I started today at 5.30am with my five-year old crawling into bed with us, proceeded by endless wriggles and kicks in the ribs until the alarm (mercifully) went off an hour later and the other two smalls joined us.
My day continued with a sore throat (me), one tantrum (aforementioned five-year old), two school runs, forgetting to put the bins out (also me), two lots of sad news, the builders in, still drilling that hole in the wall, an additional run back to school for forgotten kit and then work.
What was remarkable about today is that it is rather unremarkable. In other words, today, life happened, as usual. If you ask me about my life and whether I am happy, my response will always be a resounding ‘yes’. I am forever mindful of what I have, of how lucky I am and with that, what joys need to be celebrated and what lows need to be ridden. However, this doesn’t change the fact, that all too often, ‘normal’ life leaves me feeling agitated; disconnected and yet all tangled up and always, always with my shoulders firmly raised up around my ears.
And so I did something wild. I closed my laptop, left my phone at home, grabbed my lazy dog and went for a walk in our neighbouring woodland. Instantly, I felt calmer.

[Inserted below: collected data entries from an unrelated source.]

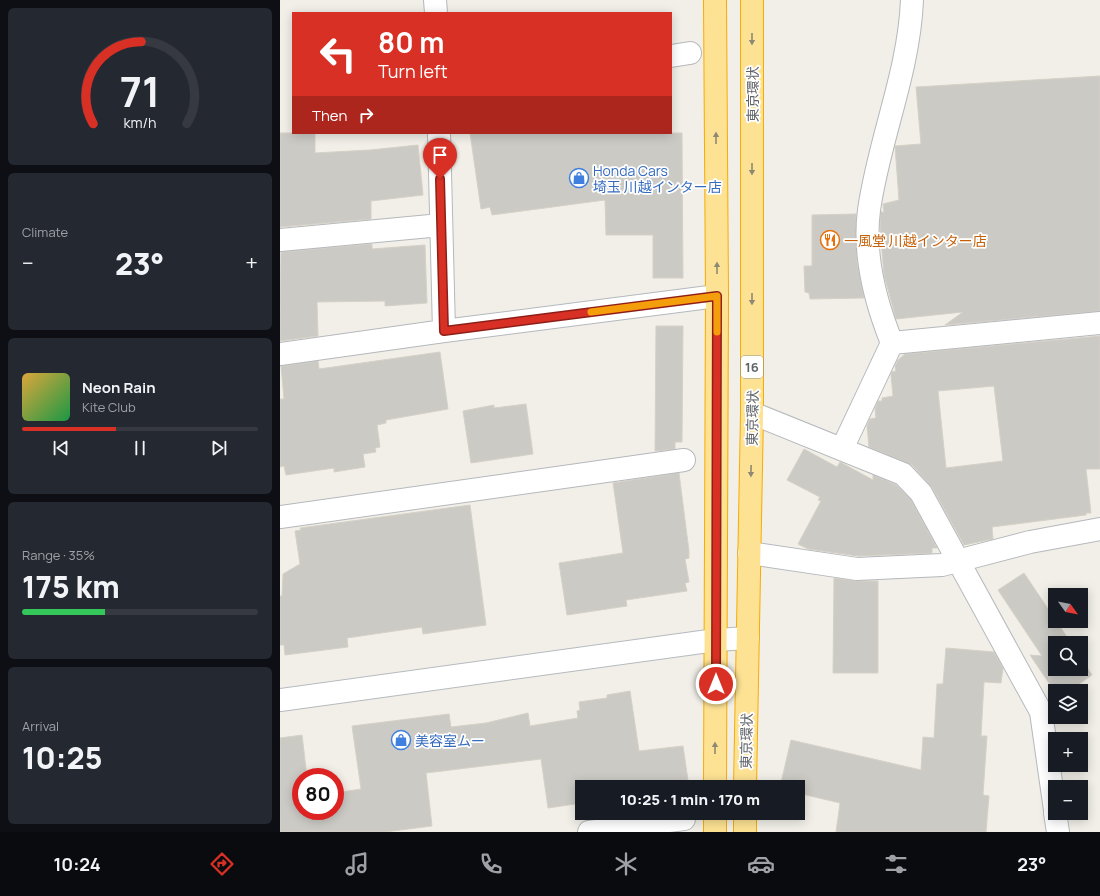 <!DOCTYPE html>
<meta charset="utf-8">
<style>
:root{--surface:#171b24;--page:#242831;--text:#f1f3f6;--muted:#9ea1a6;--line:#363941;--accent:#d93025}
body{margin:0;font-family:Manrope,"Noto Sans JP",sans-serif;background:var(--page);color:var(--text);height:100vh;display:flex;flex-direction:column;font-size:15px;white-space:nowrap}
*{box-sizing:border-box;margin:0}
p{font-size:13px;color:var(--muted)}
.icon{flex:none;width:22px;height:22px;fill:none;stroke:currentColor;stroke-width:2;stroke-linecap:round;stroke-linejoin:round}
.map{position:relative;flex:1;overflow:hidden}
.sheet{display:flex;flex-direction:column;gap:8px;padding:8px;background:#0d0f14;width:280px}
.sheet>*{flex:none}
.top-card{position:absolute;left:12px;top:12px;width:380px;height:122px;border-radius:0px;box-shadow:0 2px 10px #0003;background:#d93025;color:#fff;overflow:hidden}
.needle{width:26px;rotate:123deg}
.tools{position:absolute;left:768px;top:588px;display:grid;gap:8px}
.tools a{display:grid;place-items:center;width:40px;height:40px;border-radius:0px;background:var(--surface);box-shadow:0 2px 10px #0003;font-size:20px}
.speed{position:absolute;left:12px;top:768px;display:flex;gap:8px;font-size:20px;font-weight:700;text-align:center}
.speed>*{display:grid;place-content:center;width:52px;height:52px;border-radius:50%;background:var(--surface);box-shadow:0 2px 10px #0003;line-height:1}
.speed .limit{border:6px solid #d22;background:#fff;color:#111}
.pin{position:absolute;display:grid;place-items:center;width:34px;height:34px;color:#fff;margin:-41px -17px;border-radius:50% 50% 50% 0;rotate:-45deg;box-shadow:0 0 4px #0007}
.pin .icon{rotate:45deg}
.me{position:absolute;width:44px;margin:-22px;rotate:0deg;stroke-linejoin:round;filter:drop-shadow(0 0 3px #0008)}
.turn{display:flex;align-items:center;gap:14px;height:84px;padding:0 20px;font-size:18px}
.turn .icon{width:52px;height:52px;stroke-width:2.5}
.turn b{display:block;font-size:28px;line-height:34px}
.then{display:flex;align-items:center;height:38px;padding:0 20px;background:#0003;gap:8px;font-size:15px}
.big{font-size:30px;font-weight:800;line-height:1.1}
.sheet .tile{flex:1;display:flex;flex-direction:column;justify-content:center;gap:6px;min-width:0;padding:0 14px;border-radius:6px;background:var(--page)}
.sheet .dial{align-items:center;gap:0}
.dial svg{height:104px;overflow:visible;fill:none;stroke:var(--line);stroke-width:7;stroke-linecap:round;text-anchor:middle}
.dial text{fill:var(--text);stroke:none}
.song{display:flex;align-items:center;gap:12px}
.cover{width:48px;height:48px;border-radius:6px;background:linear-gradient(135deg,hsl(40 70% 55%),hsl(140 70% 35%))}
.played{height:4px;border-radius:2px;background:linear-gradient(90deg,var(--accent) 40%,var(--line) 40%)}
.keys{display:flex;justify-content:space-around;direction:ltr}
.heat{display:flex;justify-content:space-between;align-items:center;font-size:22px;direction:ltr}
.charge{height:6px;border-radius:3px;background:linear-gradient(90deg,#34c759 35%,var(--line) 0)}
.trip{position:absolute;left:295px;top:780px;width:230px;height:40px;border-radius:0px;background:var(--surface);box-shadow:0 2px 10px #0003;font-weight:800;line-height:40px;text-align:center}
.tab-bar{display:flex;height:64px;justify-content:space-around;align-items:center;background:#090b0e;color:var(--muted)}
.tab-bar .icon{width:28px;height:28px}
.tab-bar .active{color:var(--accent)}
.tab-bar b{font-size:18px;color:var(--text)}
main{display:flex;flex:1;min-height:0}
.map>svg:first-child{display:block}
.building{fill:#cccac5;stroke:#d6d1c6;fill-rule:evenodd}
.lines{fill:none;stroke-linecap:round;stroke-linejoin:round}
.street-casing{stroke:#b5b8bc;stroke-width:24}
.secondary-casing{stroke:#b6babf;stroke-width:24}
.highway-casing{stroke:#f9ab00;stroke-width:24}
.street{stroke:#fff;stroke-width:22}
.secondary{stroke:#fff;stroke-width:22}
.highway{stroke:#fde293;stroke-width:22}
.oneway{fill:#8e8975}
.route-casing{stroke:#8d1f18;stroke-width:10}
.route{stroke:#d93025;stroke-width:7}
.slow{stroke:#f59e0b;stroke-width:7}
.labels{text-anchor:middle;dominant-baseline:central;stroke-width:3.5;stroke-linejoin:round;paint-order:stroke}
.shield{fill:#fff;stroke:#8f9295;stroke-width:1}
.shield-label{font-size:13px;font-weight:bold;fill:#5f6368}
.street-label{font-size:14px;fill:#5f6368;stroke:#fff}
.shop-label{font-size:14px;fill:#366cbe;stroke:#fff;text-anchor:start}
.food-label{font-size:14px;fill:#c56008;stroke:#fff;text-anchor:start}
</style>
<main>
<section class="sheet">
<div class="tile dial"><svg viewBox="0 0 100 80">
<path d="M14 69A42 42 0 1 1 86 69"/>
<path d="M14 69A42 42 0 0 1 51 6" stroke="#d93025"/>
<text x="50" y="56" font-size="32" font-weight="700">71</text>
<text x="50" y="72" font-size="11">km/h</text>
</svg></div>
<div class="tile"><p>Climate</p>
<div class="heat"><a>−</a><b class="big">23°</b><a>+</a></div>
</div>
<div class="tile">
<div class="song"><i class="cover"></i><div><b>Neon Rain</b><p>Kite Club</p></div></div>
<div class="played"></div>
<div class="keys"><svg class="icon" aria-label="previous" viewBox="0 0 24 24"><path d="M18 5L8 12l10 7zM5 5v14"/></svg><svg class="icon" aria-label="pause" viewBox="0 0 24 24"><path d="M8 5v14M16 5v14"/></svg><svg class="icon" aria-label="next" viewBox="0 0 24 24"><path d="M6 5l10 7-10 7zM19 5v14"/></svg></div>
</div>
<div class="tile"><p>Range · 35%</p><b class="big">175 km</b><div class="charge"></div></div>
<div class="tile"><p>Arrival</p><b class="big">10:25</b></div>
</section>
<div class="map">
<svg width="820" height="832" viewBox="0 0 820 832">
<rect width="100%" height="100%" fill="#f1efe8"/>
<path class="building" d="M 820,76 L 820,311 L 665,325 L 683,312 L 616,319 L 604,275 L 600,227 L 601,212 L 604,212 L 603,204 L 619,200 L 615,146 L 641,144 L 636,87 Z
M 0,133 L 35,133 L 35,153 L 90,150 L 138,145 L 143,195 L 91,201 L 91,219 L 0,227 Z
M 190,133 L 402,133 L 403,278 L 373,278 L 373,235 L 326,235 L 325,200 L 212,215 L 210,207 L 201,209 Z
M 576,214 L 577,262 L 584,298 L 530,299 L 529,293 L 525,292 L 524,266 L 532,266 L 532,215 Z
M 92,244 L 92,249 L 145,245 L 147,303 L 105,306 L 105,301 L 37,302 L 38,336 L 0,341 L 1,252 Z
M 376,326 L 403,326 L 402,442 L 395,442 L 395,449 L 375,451 Z
M 820,336 L 820,469 L 806,469 L 811,513 L 806,513 L 806,515 L 712,527 L 713,539 L 684,545 L 652,487 L 632,465 L 589,447 L 587,426 L 590,419 L 596,418 L 595,409 L 598,401 L 602,401 L 602,398 L 613,396 L 611,375 L 612,372 L 616,371 L 615,366 L 618,360 L 625,354 ZM 714,386 L 723,461 L 666,468 L 658,391 Z
M 160,352 L 168,409 L 106,420 L 106,423 L 97,425 L 100,447 L 95,448 L 96,452 L 83,454 L 85,467 L 54,472 L 54,468 L 6,475 L 4,466 L 0,467 L 0,399 L 4,399 L 1,366 L 38,361 L 39,369 Z
M 246,404 L 253,454 L 191,463 L 183,411 L 214,405 L 214,408 Z
M 524,449 L 557,467 L 560,462 L 593,480 L 593,475 L 616,485 L 631,500 L 657,548 L 652,548 L 652,553 L 578,556 L 528,549 L 518,544 L 541,501 L 538,500 L 540,497 L 507,480 Z
M 399,473 L 409,551 L 409,558 L 405,559 L 409,582 L 405,583 L 407,591 L 346,600 L 347,606 L 287,615 L 279,563 L 343,553 L 333,483 Z
M 190,505 L 206,625 L 143,634 L 142,627 L 67,638 L 68,647 L 5,655 L 4,645 L 0,645 L 0,596 L 2,596 L 3,574 L 20,564 L 15,531 L 21,530 L 20,528 Z
M 744,573 L 791,643 L 775,643 L 775,669 L 801,669 L 801,658 L 812,675 L 789,691 L 775,692 L 750,655 L 762,656 L 718,590 Z
M 554,578 L 575,581 L 598,581 L 598,673 L 553,673 Z
M 666,648 L 714,652 L 723,668 L 721,683 L 704,682 L 701,736 L 707,736 L 703,795 L 709,796 L 706,832 L 556,832 L 560,803 L 518,793 L 518,787 L 500,787 L 511,740 L 641,770 L 643,737 L 654,738 L 657,684 L 663,684 Z
M 350,691 L 359,751 L 403,746 L 409,787 L 302,787 L 302,803 L 268,808 L 261,759 L 146,773 L 152,826 L 105,832 L 0,832 L 0,738 L 22,735 L 27,777 L 21,777 L 21,811 L 55,811 L 55,793 L 81,789 L 72,726 L 169,714 L 171,727 L 206,723 L 248,713 L 250,726 L 298,718 L 297,711 L 300,710 L 299,702 L 327,698 L 327,695 Z"/>
<g class="lines">
<defs>
<path id="street" d="M 155,0 L 156,13
M 391,56 L 410,53
M 159,133 L 164,331
M 0,240 L 161,225
M 612,343 L 820,323
M 0,354 L 164,331 L 437,296
M 472,413 L 623,474 L 641,493 L 761,712 L 775,810
M 562,449 L 612,343 C 595,301 583,255 589,210 C 599,139 629,73 632,0
M 0,517 L 404,460
M 469,553 L 577,569 L 662,565 L 750,542 L 820,529
M 775,813 L 778,832
M 309,832 L 404,819"/>
<path id="secondary" d="M 0,700 L 436,640 L 468,638"/>
<path id="highway" d="M 435,787 L 437,296 L 435,0
M 465,787 L 472,413 L 472,0
M 435,832 L 435,813
M 465,832 L 465,813"/>
</defs>
<use href="#street" class="street-casing"/>
<use href="#secondary" class="secondary-casing"/>
<use href="#highway" class="highway-casing"/>
<use href="#street" class="street"/>
<use href="#secondary" class="secondary"/>
<use href="#highway" class="highway"/>
</g>
<defs><path id="oneway-solid" d="M-6-.8H1V-3.2L6.5 0L1 3.2V.8H-6Z"/></defs>
<g class="oneway">
<use href="#oneway-solid" transform="translate(472 39) rotate(90)"/>
<use href="#oneway-solid" transform="translate(436 138) rotate(-90)"/>
<use href="#oneway-solid" transform="translate(472 169) rotate(90)"/>
<use href="#oneway-solid" transform="translate(437 268) rotate(-90)"/>
<use href="#oneway-solid" transform="translate(472 299) rotate(90)"/>
<use href="#oneway-solid" transform="translate(471 471) rotate(91)"/>
<use href="#oneway-solid" transform="translate(435 748) rotate(-90)"/>
</g>
<g class="lines">
<defs>
<path id="route" d="M 160,179 L 164,331 L 437,296 L 436,684"/>
</defs>
<use href="#route" class="route-casing"/>
<use href="#route" class="route"/>
<path class="slow" d="M 311,312 L 437,296 L 437,332"/>
</g>
<defs>
<symbol id="shop-ring" viewBox="-11 -11 22 22"><circle r="9.5" fill="#fff" stroke="#3f7fe0" stroke-width="1.5"/><path d="M-5-2.5h2.3a2.7 3.5 0 0 1 5.4 0H5L5.5 6h-11ZM-1.5-2.5h3a1.5 2.3 0 0 0-3 0Z" fill="#3f7fe0"/></symbol>
<symbol id="restaurant-ring" viewBox="-11 -11 22 22"><circle r="9.5" fill="#fff" stroke="#e8710a" stroke-width="1.5"/><path d="M-5-6h1v4h1v-4h1v4h1v-4h1v5L-1.5 .5V6h-2V.5L-5-1ZM5-6V6H3V1.5H1.5Q1.5-4 5-6Z" fill="#e8710a"/></symbol>
</defs>
<g fill-rule="evenodd">
<use href="#shop-ring" x="288" y="167" width="22" height="22"/>
<use href="#restaurant-ring" x="539" y="229" width="22" height="22"/>
<use href="#shop-ring" x="110" y="729" width="22" height="22"/>
</g>
<g class="labels">
<rect class="shield" x="461" y="356" width="22" height="22" rx="3"/>
<g class="shield-label">
<text x="472" y="367">16</text>
</g>
<g class="street-label">
<text transform="translate(472 94) rotate(-90)">東京環状</text>
<text transform="translate(472 418) rotate(-89)">東京環状</text>
<text transform="translate(466 741) rotate(-89)">東京環状</text>
</g>
<g class="shop-label">
<text x="313" y="170">Honda Cars<tspan x="313" dy="16">埼玉 川越インター店</tspan></text>
<text x="135" y="740">美容室ムー</text>
</g>
<g class="food-label">
<text x="564" y="240">一風堂 川越インター店</text>
</g>
</g>
</svg>
<div class="tools">
<a><svg class="needle" viewBox="-14 -14 28 28"><path d="M0-13l5 13h-10z" fill="#e53935"/><path d="M0 13l5-13h-10z" fill="#9ea1a6"/></svg></a>
<a><svg class="icon" aria-label="search" viewBox="0 0 24 24"><circle cx="10" cy="10" r="6"/><path d="M15 15l6 6"/></svg></a>
<a><svg class="icon" aria-label="layers" viewBox="0 0 24 24"><path d="M12 4l9 5-9 5-9-5zM3 14l9 5 9-5"/></svg></a>
<a>+</a>
<a>−</a>
</div>
<div class="speed"><div class="limit">80</div></div>
<div class="pin" style="left:160px;top:179px;background:#d93025"><svg class="icon" aria-label="arrive" viewBox="0 0 24 24"><path d="M6 21V4h12l-3 4 3 4H6"/></svg></div>
<svg class="me" style="left:436px;top:684px" viewBox="-20 -20 40 40"><circle r="17" fill="#d93025" stroke="#fff" stroke-width="3"/><path d="M0-11L8 9 0 5-8 9z" fill="#fff"/></svg>
<div class="trip">10:25 · 1 min · 170 m</div>
<div class="top-card">
<div class="turn"><svg class="icon" aria-label="left" viewBox="0 0 24 24"><path d="M17 20v-9H6M10 6l-5 5 5 5"/></svg><div><b>80 m</b>Turn left</div></div>
<div class="then">Then<svg class="icon" aria-label="right" viewBox="0 0 24 24"><path d="M7 20v-9h11M14 6l5 5-5 5"/></svg></div>
</div>
</div>
</main>
<nav class="tab-bar">
<b>10:24</b>
<svg class="icon active" aria-label="directions" viewBox="0 0 24 24"><path d="M12 3l9 9-9 9-9-9zM9 14v-3h6M13 9l2 2-2 2"/></svg>
<svg class="icon" aria-label="music" viewBox="0 0 24 24"><path d="M9 18V5l10-2v13"/><circle cx="6" cy="18" r="3"/><circle cx="16" cy="16" r="3"/></svg>
<svg class="icon" aria-label="phone" viewBox="0 0 24 24"><path d="M5 4h4l2 5-3 2q2 4 5 5l2-3 5 2v4C11 20 4 13 5 4z"/></svg>
<svg class="icon" aria-label="climate" viewBox="0 0 24 24"><path d="M12 3v18M4 7l16 10M4 17L20 7"/></svg>
<svg class="icon" aria-label="car" viewBox="0 0 24 24"><path d="M5 17H2v-5l4-1 3-4h7l3 4 3 1v5h-3M9 17h6M6 11h13"/><circle cx="7" cy="17" r="2"/><circle cx="17" cy="17" r="2"/></svg>
<svg class="icon" aria-label="filters" viewBox="0 0 24 24"><path d="M4 7h16M4 17h16"/><circle cx="9" cy="7" r="2"/><circle cx="15" cy="17" r="2"/></svg>
<b>23°</b>
</nav>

Aware of my individual senses, I allowed myself to explore them, almost decadently, as I started to walk. The path from our house was alive with colours; so many greens after so much rain and the vibrant contrast of the blackbird’s yellow beak against his pitch-black plumage made me smile. There was a rich smell of earth; as if the ground was being awakened by today’s warmth. Then the sounds began to drift into my consciousness; above it all the wind, wild today and blowing strong, a calming antidote to the heat of the sun, which has at last, remembered that it is summer. Beneath the noise of the wind, birdsong, the bleating of distant lambs and the far off, the exotic cry of a peacock.
My walk takes me first over the railway and down a sheltered path into the woods, where a stream trickles lazily through. At one point on my descent, I slip, a large stone rolling from under my foot. I catch myself, adrenalin racing and I regain my footing. I allow myself the briefest moment of pride at not falling, childlike in my own bravery, a nothingness and yet something small, just for me.
I continue on, pausing now at a huge oak which has fallen across the stream. I sit here for a while and allow the sadness of our recent news to be felt. I take a moment to cry, to be present for those affected and to feel the weight of it. In such a rushed, busy and happy home, it is sometimes hard to find room for sadness and yet, for me, it is a necessary part of acceptance and of healing.
The dog looks bored and so we make our way across slippery stepping stones to the other side of the stream. A high, rocky wall to scale and a brief jump down and we are in a tangled knot of trees, the ground almost marshy underfoot. I take a wrong turn, briefly lost in the ever-changing natural world. My mind engaged, I find my way back to the path and out from the woods into the meadow beyond.
The sunshine blares at me, demanding that I take off my jumper and embrace its warmth. I walk up the meadow, alive with tiny wildflowers in rich oranges, purples, blues, whites and yellows. The bees are giddy with choice, dancing happily as the wind buffets them from one plant to the next. At the top of the hill, I stop again and lie down in the sun, child-like once more as the grass scratches my legs and the insects whirr above me. It is as if time has stopped; I am alone, no houses in sight, no tasks to be done, no one to ask or be asked. I savour it, just for a moment, not remembering the last time I just did nothing.
As I neared home, I took stock of my physical state. I felt calmer, my shoulders were back down where they belonged. My hair was tousled by the wind, my cheeks warm from the hike, my body craving a glass of cool water with ice. I felt alive, I felt better, I felt (almost) human… Back home and the sound of the wind stays with me now, reminding me of what it is to be truly alive amidst the lives we are all living.